▶ **EXERCISE AIM**
Extract, from the listing that follows, each line containing the word "Annotation".

▶ **DATA FOR THE TASK**
- Opening Delimiter -
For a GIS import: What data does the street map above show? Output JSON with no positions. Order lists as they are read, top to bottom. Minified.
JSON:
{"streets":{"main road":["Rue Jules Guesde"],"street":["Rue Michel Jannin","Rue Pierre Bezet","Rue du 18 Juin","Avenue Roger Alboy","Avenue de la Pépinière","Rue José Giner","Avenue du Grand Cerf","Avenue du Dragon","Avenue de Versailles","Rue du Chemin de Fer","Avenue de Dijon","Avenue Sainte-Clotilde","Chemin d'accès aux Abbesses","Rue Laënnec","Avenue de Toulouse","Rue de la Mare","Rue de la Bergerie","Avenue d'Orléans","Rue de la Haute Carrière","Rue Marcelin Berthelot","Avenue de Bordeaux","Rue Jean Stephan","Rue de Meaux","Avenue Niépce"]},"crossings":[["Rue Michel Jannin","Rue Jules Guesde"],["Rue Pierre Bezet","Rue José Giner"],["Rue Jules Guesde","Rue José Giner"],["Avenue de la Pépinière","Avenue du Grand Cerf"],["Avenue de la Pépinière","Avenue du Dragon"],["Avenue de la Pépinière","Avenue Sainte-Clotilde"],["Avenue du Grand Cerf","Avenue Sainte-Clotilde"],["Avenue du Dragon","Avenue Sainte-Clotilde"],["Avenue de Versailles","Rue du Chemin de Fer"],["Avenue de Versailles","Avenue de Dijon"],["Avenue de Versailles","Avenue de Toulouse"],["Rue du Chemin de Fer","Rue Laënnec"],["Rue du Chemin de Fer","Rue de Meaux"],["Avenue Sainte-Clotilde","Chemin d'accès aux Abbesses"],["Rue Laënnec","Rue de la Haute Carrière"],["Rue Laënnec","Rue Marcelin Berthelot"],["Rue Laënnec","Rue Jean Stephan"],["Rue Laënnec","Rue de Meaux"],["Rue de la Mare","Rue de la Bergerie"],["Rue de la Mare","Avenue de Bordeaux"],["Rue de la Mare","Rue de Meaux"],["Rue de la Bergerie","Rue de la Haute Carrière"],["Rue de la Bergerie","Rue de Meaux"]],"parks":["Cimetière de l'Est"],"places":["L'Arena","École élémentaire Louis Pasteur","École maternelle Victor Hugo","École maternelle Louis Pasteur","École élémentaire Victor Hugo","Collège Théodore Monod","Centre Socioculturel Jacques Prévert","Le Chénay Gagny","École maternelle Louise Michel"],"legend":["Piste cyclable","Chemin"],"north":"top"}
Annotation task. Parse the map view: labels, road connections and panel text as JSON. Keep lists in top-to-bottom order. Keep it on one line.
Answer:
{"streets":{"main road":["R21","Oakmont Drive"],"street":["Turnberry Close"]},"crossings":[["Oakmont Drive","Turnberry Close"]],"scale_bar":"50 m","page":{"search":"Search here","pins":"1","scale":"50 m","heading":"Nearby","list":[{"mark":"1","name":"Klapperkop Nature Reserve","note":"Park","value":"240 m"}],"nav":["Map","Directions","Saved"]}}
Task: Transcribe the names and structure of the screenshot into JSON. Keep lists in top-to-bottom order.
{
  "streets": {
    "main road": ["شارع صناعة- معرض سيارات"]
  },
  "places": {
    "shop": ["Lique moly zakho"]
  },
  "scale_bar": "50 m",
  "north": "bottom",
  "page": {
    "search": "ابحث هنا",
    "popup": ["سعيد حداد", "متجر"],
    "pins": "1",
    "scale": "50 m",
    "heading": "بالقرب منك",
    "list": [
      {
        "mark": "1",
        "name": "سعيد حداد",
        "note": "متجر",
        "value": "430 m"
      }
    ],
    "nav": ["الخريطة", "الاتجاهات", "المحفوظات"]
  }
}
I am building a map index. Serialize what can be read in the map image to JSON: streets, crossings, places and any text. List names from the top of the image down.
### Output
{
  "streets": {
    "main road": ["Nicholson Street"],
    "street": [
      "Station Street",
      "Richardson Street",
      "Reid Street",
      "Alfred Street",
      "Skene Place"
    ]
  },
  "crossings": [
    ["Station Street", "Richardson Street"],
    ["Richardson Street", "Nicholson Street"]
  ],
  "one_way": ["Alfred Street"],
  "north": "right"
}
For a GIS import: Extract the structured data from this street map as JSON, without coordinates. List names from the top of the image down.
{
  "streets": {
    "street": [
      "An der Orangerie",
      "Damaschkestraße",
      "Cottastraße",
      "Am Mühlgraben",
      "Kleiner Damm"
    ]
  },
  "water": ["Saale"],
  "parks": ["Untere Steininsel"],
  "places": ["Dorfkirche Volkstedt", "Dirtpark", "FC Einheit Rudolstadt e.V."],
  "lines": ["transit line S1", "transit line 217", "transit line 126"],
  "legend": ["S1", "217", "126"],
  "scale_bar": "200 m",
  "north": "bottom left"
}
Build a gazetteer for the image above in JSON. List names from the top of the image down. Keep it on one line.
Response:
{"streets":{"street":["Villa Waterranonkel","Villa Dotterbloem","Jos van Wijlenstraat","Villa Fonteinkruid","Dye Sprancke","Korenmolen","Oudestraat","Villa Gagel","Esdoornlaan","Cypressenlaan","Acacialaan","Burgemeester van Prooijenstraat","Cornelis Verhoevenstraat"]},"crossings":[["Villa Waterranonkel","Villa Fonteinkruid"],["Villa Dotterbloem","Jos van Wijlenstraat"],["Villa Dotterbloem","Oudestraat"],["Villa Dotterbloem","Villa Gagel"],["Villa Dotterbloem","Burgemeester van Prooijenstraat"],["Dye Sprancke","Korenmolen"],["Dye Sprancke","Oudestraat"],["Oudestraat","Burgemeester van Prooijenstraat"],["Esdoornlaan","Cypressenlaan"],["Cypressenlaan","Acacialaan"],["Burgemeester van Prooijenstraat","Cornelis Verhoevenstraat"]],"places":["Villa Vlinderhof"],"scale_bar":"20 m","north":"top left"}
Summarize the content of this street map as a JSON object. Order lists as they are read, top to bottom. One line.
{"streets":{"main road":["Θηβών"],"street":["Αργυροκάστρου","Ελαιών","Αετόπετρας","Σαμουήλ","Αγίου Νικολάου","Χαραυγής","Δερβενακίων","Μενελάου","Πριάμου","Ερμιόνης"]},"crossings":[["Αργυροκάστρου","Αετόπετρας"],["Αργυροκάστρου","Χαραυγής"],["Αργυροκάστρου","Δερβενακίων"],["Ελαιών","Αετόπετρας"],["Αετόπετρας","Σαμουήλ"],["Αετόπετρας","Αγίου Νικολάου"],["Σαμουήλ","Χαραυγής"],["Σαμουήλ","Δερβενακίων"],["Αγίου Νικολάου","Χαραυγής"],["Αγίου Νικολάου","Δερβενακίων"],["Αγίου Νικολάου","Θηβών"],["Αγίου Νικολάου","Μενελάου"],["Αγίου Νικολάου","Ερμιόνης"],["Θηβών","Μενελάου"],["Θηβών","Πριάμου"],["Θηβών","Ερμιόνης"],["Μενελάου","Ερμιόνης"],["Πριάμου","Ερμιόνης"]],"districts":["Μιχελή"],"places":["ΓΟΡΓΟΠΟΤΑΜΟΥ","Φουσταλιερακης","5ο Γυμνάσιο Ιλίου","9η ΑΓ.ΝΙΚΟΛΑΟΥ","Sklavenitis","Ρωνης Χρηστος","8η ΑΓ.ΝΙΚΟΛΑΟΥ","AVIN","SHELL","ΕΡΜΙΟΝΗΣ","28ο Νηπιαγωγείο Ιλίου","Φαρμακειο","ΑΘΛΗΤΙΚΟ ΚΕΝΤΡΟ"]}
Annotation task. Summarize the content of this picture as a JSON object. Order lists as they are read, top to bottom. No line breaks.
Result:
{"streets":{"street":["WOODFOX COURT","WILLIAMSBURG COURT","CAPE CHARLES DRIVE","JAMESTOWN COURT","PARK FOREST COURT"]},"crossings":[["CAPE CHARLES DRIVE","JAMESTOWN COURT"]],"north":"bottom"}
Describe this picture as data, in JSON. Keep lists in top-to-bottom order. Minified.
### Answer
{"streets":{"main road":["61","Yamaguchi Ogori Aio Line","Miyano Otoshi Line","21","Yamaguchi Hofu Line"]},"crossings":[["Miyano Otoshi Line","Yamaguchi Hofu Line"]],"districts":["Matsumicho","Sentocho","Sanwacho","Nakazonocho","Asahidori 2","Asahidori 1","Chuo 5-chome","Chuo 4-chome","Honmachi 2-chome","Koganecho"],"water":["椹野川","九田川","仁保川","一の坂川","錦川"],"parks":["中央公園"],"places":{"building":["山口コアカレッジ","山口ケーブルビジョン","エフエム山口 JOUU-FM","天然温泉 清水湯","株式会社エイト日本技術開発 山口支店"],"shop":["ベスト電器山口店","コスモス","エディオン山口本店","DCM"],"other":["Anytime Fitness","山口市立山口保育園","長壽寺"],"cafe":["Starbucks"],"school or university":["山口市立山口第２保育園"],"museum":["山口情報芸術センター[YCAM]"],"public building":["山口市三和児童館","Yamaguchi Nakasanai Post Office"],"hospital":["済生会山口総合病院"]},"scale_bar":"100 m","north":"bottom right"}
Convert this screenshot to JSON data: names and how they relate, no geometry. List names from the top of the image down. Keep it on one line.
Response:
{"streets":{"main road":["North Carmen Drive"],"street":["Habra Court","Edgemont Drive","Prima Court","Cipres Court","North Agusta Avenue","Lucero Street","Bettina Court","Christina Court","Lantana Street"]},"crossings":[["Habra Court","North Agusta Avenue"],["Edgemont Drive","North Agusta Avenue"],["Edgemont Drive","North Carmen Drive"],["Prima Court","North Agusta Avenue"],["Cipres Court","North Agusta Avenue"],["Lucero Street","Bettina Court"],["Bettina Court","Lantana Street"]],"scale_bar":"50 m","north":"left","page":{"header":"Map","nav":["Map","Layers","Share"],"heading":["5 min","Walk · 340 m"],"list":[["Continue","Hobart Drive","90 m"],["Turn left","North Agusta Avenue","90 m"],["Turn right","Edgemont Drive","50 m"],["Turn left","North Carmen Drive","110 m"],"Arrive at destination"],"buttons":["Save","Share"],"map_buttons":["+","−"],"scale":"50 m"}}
- Closing Delimiter -
▶ **OUTPUT OF THE EXERCISE**
Annotation task. Parse the map view: labels, road connections and panel text as JSON. Keep lists in top-to-bottom order. Keep it on one line.
Annotation task. Summarize the content of this picture as a JSON object. Order lists as they are read, top to bottom. No line breaks.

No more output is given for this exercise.